I feel so worried

I’m extremely sad today

I’m very very angry

A feeling is equal to some thoughts and a state of mind – is that it though? When you speak of sadness, anger, fear, despair what do you think these emotions really include? A lot of us mistakenly believe that emotions are just about some thoughts and the way one feels.

This understanding is hugely incomplete

Emotions have a big, big manifestation in the body too. In fact, the body is the seat of emotions.

A sinking feeling in the pit of the stomach, the heart shattering into a thousand pieces, the face going purple with rage.. why do you think these expressions emerged?

 

The 3 Components of Emotions

There are 3 known components of emotions –

The Conscious Experience :

This is usually what you mean when you say “I felt” a certain way. It’s the feeling you go through and that you are consciously aware of. It’s what you experience emotionally

The Expression:

This is the facial expression and body language that accompany an emotion. The frown, the drooping mouth, or the smile that reaches the eyes form this component.

The Physiological Changes:

Yes, this is the third component of emotions. Emotions invariably cause changes in the physiology. Your body responds to every emotion you feel, throughout the day. Your nervous system receives signals from emotional centres in the brain, which then leads to reactions throughout your body.

Imagine this.. much of the time, we aren’t aware of this third component! We don’t acknowledge it as a part of our emotions at all. Maybe it even sounds strange to you when I say that the body has manifestations of emotions.

And why won’t it sound strange? We have been made to believe that dealing with emotions means we must change our thoughts, try to see things differently, try and behave differently and so on.
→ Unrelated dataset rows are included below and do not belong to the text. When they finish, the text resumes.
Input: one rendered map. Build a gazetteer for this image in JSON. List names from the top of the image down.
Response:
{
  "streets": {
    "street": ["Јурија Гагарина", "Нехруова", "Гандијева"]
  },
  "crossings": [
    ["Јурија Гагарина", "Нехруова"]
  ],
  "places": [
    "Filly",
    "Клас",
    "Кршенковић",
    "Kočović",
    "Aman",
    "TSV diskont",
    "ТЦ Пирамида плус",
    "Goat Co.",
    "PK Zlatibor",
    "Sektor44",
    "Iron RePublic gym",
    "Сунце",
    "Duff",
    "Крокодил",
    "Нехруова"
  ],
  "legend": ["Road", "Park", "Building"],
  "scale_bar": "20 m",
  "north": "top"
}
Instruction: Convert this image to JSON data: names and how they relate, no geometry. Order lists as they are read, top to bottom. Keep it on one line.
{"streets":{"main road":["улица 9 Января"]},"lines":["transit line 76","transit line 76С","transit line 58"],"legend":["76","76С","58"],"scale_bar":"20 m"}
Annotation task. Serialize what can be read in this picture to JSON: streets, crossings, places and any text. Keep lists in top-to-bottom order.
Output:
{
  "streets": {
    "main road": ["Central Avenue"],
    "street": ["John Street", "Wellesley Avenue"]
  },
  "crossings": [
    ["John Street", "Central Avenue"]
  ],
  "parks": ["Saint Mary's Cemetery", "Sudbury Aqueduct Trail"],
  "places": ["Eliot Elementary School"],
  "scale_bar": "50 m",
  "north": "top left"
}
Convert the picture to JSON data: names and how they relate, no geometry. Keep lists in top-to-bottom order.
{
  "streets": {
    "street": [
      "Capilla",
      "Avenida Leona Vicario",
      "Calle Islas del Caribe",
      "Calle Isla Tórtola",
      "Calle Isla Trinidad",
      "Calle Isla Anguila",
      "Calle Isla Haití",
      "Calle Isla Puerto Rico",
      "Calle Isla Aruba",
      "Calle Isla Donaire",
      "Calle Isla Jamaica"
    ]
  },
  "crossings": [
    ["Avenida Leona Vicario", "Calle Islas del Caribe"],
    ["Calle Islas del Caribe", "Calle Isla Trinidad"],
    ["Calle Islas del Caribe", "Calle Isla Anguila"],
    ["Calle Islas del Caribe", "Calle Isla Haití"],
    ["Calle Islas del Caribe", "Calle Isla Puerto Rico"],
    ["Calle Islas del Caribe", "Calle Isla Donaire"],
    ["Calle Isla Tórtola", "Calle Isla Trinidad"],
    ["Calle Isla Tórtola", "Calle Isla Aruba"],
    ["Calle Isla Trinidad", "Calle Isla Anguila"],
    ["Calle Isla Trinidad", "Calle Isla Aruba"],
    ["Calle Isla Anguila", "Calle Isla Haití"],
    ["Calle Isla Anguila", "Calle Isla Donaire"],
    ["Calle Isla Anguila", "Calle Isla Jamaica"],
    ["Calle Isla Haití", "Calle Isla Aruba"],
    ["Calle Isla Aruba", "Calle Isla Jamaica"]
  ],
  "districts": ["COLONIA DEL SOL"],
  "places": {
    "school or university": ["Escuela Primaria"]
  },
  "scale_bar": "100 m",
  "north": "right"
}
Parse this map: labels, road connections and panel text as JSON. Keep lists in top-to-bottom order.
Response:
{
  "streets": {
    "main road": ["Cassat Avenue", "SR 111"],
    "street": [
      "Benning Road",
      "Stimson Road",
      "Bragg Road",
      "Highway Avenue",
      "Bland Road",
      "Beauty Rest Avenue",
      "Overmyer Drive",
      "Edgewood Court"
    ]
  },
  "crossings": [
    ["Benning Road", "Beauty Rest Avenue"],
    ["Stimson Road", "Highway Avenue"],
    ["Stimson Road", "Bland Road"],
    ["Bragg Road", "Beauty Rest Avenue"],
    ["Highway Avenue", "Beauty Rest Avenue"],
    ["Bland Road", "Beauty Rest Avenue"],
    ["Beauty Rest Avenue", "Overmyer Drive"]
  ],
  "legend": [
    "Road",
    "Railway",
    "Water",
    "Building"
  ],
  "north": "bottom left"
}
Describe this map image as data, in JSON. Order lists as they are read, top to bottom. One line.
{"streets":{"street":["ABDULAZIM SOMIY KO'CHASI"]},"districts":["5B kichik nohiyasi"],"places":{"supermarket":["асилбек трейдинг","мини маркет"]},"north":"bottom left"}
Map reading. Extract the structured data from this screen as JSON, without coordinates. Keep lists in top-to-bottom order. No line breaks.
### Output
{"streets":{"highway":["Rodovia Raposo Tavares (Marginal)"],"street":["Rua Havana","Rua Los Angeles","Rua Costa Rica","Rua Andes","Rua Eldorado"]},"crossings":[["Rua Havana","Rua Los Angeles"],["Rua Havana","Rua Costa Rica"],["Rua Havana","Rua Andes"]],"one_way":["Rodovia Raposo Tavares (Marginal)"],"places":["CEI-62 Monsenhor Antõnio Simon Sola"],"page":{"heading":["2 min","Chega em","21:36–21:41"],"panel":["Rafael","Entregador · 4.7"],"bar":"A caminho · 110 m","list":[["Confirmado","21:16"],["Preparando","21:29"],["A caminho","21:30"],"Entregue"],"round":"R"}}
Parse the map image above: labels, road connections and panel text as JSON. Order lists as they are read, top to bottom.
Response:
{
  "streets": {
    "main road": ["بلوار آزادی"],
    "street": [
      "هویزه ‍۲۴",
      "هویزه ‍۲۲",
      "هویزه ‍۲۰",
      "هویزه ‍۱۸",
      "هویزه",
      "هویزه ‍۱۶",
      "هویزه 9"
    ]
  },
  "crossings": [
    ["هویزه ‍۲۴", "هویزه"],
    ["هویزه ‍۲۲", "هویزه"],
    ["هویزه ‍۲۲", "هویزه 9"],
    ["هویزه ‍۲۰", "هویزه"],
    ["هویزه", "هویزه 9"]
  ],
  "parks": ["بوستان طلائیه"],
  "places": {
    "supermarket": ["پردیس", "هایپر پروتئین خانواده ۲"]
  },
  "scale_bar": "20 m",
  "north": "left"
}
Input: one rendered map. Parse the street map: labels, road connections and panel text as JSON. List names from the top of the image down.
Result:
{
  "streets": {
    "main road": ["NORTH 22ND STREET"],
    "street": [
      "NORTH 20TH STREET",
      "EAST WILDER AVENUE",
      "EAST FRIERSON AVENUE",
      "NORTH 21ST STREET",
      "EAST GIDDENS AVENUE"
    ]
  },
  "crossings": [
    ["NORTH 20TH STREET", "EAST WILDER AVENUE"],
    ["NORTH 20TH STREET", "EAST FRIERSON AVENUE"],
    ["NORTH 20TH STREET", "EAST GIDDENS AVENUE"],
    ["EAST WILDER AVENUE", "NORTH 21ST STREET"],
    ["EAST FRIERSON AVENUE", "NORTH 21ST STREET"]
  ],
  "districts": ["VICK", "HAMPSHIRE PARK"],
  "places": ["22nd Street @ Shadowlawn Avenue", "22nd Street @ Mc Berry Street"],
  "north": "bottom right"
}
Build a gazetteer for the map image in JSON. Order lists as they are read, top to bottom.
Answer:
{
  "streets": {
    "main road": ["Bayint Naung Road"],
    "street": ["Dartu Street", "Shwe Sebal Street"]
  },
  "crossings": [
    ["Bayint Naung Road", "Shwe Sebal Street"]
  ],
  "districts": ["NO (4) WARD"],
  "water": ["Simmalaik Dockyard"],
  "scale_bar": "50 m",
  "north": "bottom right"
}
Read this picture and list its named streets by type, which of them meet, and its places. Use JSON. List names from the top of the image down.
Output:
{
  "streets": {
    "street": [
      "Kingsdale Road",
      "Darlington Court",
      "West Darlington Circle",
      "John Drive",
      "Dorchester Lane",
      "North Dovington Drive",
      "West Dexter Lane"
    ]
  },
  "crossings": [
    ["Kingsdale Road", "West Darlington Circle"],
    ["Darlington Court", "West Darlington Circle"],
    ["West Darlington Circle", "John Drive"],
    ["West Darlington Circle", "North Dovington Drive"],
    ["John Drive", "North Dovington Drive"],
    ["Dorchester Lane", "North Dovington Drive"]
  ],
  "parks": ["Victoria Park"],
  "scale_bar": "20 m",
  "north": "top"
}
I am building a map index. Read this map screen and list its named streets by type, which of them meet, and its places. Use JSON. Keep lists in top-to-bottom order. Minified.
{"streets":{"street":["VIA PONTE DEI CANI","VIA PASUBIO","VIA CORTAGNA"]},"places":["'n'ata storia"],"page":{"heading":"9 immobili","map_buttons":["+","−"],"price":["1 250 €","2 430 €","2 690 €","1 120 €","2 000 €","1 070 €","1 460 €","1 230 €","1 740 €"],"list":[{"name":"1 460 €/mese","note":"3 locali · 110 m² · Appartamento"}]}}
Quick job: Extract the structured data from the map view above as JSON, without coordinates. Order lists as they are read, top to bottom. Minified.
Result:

We ignore the body when we speak of emotional healing. Yet, healing is incomplete if one entire component of emotions isn’t a part of it.

 

Including the Body in Emotional Healing

No emotional healing, or change, is possible without including the body in the process. Lots of research has been done which shows that being sensitive to, or aware of the body helps a lot in actually changing emotional responses at the neural level. Just pausing and noticing how you feel in your body – which parts feel calm, where there is restlessness, heaviness, or just about any sensation can help a lot. Like they say,

“Where attention goes, energy flows”

Pay attention to your body. In your day to day life, pause and check how you feel in your body. It might be difficult to notice sensations for some of you.. but with time, you should be able to become more aware of your body.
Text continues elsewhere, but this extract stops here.